Task material:
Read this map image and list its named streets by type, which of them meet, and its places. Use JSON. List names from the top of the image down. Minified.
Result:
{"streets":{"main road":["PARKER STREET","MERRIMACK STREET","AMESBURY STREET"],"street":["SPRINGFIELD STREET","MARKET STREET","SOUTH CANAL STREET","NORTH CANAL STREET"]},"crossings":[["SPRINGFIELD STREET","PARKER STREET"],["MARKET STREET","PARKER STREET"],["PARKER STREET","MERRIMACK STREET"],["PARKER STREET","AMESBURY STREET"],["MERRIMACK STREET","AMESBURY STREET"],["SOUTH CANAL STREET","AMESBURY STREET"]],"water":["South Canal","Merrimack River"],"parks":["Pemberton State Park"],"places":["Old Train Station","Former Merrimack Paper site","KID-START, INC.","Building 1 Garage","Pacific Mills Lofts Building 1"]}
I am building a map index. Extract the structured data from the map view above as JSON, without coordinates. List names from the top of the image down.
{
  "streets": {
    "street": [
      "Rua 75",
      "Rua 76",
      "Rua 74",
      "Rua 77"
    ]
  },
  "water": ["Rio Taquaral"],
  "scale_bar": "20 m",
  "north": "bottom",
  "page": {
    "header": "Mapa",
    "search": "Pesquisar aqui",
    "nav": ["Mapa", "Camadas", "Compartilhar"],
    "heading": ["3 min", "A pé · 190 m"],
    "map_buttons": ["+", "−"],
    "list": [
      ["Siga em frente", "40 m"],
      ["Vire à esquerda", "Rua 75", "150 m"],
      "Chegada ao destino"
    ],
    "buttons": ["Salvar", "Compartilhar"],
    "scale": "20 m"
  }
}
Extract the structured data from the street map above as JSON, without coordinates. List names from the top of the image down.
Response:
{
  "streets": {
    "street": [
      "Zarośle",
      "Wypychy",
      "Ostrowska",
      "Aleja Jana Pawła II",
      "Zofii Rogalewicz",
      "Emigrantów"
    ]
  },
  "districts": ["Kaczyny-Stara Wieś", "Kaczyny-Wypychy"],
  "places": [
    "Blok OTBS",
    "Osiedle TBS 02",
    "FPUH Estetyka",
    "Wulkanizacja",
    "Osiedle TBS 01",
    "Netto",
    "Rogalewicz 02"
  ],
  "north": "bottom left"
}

Task directions: Above are the entries; give them back verbatim.

Output of the exercise:
Read this map image and list its named streets by type, which of them meet, and its places. Use JSON. List names from the top of the image down. Minified.
Result:
{"streets":{"main road":["PARKER STREET","MERRIMACK STREET","AMESBURY STREET"],"street":["SPRINGFIELD STREET","MARKET STREET","SOUTH CANAL STREET","NORTH CANAL STREET"]},"crossings":[["SPRINGFIELD STREET","PARKER STREET"],["MARKET STREET","PARKER STREET"],["PARKER STREET","MERRIMACK STREET"],["PARKER STREET","AMESBURY STREET"],["MERRIMACK STREET","AMESBURY STREET"],["SOUTH CANAL STREET","AMESBURY STREET"]],"water":["South Canal","Merrimack River"],"parks":["Pemberton State Park"],"places":["Old Train Station","Former Merrimack Paper site","KID-START, INC.","Building 1 Garage","Pacific Mills Lofts Building 1"]}
I am building a map index. Extract the structured data from the map view above as JSON, without coordinates. List names from the top of the image down.
{
  "streets": {
    "street": [
      "Rua 75",
      "Rua 76",
      "Rua 74",
      "Rua 77"
    ]
  },
  "water": ["Rio Taquaral"],
  "scale_bar": "20 m",
  "north": "bottom",
  "page": {
    "header": "Mapa",
    "search": "Pesquisar aqui",
    "nav": ["Mapa", "Camadas", "Compartilhar"],
    "heading": ["3 min", "A pé · 190 m"],
    "map_buttons": ["+", "−"],
    "list": [
      ["Siga em frente", "40 m"],
      ["Vire à esquerda", "Rua 75", "150 m"],
      "Chegada ao destino"
    ],
    "buttons": ["Salvar", "Compartilhar"],
    "scale": "20 m"
  }
}
Extract the structured data from the street map above as JSON, without coordinates. List names from the top of the image down.
Response:
{
  "streets": {
    "street": [
      "Zarośle",
      "Wypychy",
      "Ostrowska",
      "Aleja Jana Pawła II",
      "Zofii Rogalewicz",
      "Emigrantów"
    ]
  },
  "districts": ["Kaczyny-Stara Wieś", "Kaczyny-Wypychy"],
  "places": [
    "Blok OTBS",
    "Osiedle TBS 02",
    "FPUH Estetyka",
    "Wulkanizacja",
    "Osiedle TBS 01",
    "Netto",
    "Rogalewicz 02"
  ],
  "north": "bottom left"
}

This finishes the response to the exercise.